Data shown:
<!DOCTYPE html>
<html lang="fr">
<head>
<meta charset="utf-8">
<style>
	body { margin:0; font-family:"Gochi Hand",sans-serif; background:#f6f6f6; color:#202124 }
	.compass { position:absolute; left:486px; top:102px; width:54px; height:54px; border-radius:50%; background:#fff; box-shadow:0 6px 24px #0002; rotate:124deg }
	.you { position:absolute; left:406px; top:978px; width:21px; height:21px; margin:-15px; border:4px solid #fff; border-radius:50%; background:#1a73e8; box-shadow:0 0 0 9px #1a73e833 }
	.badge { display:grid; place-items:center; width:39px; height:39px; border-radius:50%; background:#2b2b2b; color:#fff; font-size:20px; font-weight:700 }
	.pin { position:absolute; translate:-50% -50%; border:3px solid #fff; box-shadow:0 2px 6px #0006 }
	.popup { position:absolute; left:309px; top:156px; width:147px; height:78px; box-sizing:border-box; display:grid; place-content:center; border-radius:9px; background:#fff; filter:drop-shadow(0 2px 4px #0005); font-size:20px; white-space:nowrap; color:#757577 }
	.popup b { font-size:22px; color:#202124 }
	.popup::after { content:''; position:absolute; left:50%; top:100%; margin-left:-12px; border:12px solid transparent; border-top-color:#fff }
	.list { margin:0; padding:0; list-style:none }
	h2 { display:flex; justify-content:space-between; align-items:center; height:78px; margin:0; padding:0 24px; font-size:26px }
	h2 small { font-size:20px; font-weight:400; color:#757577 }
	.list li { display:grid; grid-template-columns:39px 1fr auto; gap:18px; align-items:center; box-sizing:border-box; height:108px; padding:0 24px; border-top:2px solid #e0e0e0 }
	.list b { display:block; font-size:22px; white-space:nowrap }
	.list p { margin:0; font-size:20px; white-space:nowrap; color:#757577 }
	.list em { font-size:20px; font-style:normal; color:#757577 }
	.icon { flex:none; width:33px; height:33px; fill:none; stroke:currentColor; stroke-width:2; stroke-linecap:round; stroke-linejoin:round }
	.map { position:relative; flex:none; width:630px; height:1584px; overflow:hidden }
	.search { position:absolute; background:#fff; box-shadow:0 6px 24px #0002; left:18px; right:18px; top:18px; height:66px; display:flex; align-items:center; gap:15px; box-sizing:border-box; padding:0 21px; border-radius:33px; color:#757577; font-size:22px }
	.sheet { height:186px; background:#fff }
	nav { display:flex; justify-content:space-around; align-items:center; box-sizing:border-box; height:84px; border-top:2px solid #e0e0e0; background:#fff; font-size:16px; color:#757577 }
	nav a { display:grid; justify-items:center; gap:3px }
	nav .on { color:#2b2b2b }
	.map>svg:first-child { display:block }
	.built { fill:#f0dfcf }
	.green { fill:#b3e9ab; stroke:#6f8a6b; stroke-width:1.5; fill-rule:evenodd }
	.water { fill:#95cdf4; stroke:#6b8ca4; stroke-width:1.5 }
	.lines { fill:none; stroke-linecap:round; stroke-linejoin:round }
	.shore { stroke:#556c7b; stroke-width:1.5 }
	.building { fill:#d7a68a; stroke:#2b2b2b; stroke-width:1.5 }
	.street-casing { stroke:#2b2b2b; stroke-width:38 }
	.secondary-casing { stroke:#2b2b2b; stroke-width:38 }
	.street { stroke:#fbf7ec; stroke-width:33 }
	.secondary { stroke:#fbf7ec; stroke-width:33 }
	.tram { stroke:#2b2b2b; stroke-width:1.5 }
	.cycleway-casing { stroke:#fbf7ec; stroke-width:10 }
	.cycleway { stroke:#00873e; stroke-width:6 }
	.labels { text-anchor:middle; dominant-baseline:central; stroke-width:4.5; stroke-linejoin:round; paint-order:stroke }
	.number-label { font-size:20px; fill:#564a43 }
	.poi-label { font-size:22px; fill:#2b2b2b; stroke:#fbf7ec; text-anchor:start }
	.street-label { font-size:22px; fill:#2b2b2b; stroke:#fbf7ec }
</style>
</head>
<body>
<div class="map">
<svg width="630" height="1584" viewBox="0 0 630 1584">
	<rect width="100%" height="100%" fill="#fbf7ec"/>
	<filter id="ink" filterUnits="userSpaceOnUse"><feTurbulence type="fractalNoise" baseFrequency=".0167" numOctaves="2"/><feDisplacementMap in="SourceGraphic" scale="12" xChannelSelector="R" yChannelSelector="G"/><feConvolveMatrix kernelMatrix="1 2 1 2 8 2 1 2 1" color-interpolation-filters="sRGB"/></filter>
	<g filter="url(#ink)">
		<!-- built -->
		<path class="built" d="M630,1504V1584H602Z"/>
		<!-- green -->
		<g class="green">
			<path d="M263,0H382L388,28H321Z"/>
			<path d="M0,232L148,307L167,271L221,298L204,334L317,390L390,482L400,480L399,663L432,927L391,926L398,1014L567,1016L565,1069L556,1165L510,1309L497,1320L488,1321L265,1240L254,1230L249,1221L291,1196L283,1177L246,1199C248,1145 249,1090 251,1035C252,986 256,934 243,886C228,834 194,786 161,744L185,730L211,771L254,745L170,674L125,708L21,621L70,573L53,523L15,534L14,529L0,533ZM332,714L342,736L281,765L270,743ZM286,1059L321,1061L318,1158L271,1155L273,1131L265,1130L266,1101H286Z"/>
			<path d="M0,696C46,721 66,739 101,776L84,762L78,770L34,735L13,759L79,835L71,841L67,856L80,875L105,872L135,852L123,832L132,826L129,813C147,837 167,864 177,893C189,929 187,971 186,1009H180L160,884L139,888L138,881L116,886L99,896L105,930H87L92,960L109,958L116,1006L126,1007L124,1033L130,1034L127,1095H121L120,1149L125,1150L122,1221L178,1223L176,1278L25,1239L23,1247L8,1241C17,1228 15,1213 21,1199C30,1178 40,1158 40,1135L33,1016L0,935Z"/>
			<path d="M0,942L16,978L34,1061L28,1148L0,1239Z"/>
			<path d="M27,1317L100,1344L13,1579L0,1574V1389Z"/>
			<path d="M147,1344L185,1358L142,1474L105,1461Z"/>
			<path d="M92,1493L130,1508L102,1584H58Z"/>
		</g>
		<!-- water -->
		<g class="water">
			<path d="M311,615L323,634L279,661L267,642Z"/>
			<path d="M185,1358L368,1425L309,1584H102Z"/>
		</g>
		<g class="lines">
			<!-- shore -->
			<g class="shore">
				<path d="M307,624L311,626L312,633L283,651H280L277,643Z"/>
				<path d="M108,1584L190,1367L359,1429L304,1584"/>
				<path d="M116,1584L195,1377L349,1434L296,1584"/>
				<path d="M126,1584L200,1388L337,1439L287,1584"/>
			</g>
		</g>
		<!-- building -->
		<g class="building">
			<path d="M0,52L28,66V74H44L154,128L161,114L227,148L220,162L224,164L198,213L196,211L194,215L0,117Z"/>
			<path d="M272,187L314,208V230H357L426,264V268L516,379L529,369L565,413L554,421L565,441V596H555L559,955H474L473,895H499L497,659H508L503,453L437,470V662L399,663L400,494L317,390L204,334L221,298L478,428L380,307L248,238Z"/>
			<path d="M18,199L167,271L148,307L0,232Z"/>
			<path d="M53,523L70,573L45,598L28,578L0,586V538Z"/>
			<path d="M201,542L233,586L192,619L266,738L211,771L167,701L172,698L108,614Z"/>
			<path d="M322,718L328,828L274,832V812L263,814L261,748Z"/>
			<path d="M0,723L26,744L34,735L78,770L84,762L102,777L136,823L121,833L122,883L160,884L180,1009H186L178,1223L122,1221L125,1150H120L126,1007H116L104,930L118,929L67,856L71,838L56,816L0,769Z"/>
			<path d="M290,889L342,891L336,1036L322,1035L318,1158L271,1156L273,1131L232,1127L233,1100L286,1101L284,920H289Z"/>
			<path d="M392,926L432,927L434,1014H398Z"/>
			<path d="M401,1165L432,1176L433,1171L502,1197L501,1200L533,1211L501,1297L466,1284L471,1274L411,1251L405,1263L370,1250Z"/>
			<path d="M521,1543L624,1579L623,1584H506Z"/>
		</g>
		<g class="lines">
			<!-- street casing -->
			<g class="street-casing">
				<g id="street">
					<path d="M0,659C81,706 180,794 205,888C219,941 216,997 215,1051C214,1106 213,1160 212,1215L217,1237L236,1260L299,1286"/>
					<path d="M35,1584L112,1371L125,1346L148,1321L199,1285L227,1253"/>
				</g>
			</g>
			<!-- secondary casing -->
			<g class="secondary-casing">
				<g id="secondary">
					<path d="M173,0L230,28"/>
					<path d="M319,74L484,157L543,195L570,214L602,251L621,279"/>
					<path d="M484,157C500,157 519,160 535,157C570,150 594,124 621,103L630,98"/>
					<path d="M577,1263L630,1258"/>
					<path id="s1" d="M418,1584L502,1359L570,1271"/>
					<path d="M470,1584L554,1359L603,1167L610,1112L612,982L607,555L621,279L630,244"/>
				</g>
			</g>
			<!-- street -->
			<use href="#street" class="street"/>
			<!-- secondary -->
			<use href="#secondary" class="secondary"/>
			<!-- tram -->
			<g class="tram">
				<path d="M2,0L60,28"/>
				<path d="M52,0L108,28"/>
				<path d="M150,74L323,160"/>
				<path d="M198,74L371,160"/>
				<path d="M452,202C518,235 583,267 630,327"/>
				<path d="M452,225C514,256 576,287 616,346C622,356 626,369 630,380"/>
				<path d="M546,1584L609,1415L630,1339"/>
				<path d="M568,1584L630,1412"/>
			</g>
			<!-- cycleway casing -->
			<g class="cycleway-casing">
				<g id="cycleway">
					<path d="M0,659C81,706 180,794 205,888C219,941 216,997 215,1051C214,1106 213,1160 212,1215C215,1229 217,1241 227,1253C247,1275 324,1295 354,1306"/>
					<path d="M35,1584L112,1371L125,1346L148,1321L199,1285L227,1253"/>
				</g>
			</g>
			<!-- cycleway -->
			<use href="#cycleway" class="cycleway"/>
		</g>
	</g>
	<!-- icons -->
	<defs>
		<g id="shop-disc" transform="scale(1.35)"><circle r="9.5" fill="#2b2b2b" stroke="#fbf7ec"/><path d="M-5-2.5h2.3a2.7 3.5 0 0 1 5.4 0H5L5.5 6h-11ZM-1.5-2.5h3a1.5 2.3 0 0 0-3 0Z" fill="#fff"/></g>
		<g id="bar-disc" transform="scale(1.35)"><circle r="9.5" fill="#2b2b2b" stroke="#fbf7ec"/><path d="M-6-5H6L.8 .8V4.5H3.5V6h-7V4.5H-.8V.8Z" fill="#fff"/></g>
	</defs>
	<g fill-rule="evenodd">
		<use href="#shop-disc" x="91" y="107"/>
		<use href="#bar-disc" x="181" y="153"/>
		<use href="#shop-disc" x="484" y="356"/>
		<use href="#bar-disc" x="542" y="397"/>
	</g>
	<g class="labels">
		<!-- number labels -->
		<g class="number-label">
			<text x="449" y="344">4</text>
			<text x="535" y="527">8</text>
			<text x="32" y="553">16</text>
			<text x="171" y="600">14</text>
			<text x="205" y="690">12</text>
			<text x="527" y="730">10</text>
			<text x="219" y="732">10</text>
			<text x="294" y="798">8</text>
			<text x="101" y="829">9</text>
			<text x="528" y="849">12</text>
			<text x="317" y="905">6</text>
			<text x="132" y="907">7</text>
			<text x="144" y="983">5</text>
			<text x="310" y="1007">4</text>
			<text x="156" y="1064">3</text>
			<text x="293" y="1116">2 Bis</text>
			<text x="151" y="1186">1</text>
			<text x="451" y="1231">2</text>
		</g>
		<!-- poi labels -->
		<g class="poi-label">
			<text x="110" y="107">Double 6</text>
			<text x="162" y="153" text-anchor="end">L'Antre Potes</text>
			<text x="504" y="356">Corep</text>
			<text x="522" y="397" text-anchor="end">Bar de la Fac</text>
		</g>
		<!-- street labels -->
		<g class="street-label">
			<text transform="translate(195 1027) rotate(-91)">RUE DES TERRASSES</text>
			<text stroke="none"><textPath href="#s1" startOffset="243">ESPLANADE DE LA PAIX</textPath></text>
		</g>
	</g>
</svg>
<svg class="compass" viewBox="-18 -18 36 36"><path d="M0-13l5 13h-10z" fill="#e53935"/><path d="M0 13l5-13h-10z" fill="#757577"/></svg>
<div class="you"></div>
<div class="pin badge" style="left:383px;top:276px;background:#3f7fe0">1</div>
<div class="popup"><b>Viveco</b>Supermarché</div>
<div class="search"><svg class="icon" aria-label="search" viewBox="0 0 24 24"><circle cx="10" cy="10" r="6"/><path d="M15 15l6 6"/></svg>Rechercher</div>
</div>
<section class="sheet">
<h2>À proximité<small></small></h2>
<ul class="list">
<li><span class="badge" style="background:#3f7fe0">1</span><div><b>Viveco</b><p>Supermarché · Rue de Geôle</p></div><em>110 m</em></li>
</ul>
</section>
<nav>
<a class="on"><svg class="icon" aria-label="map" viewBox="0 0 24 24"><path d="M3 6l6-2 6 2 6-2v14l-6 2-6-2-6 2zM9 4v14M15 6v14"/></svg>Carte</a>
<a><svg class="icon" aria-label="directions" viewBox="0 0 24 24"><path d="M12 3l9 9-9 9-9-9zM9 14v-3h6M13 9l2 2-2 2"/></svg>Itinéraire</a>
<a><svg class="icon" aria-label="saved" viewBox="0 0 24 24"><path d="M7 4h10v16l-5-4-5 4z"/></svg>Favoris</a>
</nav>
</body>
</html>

What is needed: Identify the lines of the data that contain the word "compass". Copy each of them.

Response to this exercise:
	.compass { position:absolute; left:486px; top:102px; width:54px; height:54px; border-radius:50%; background:#fff; box-shadow:0 6px 24px #0002; rotate:124deg }
<svg class="compass" viewBox="-18 -18 36 36"><path d="M0-13l5 13h-10z" fill="#e53935"/><path d="M0 13l5-13h-10z" fill="#757577"/></svg>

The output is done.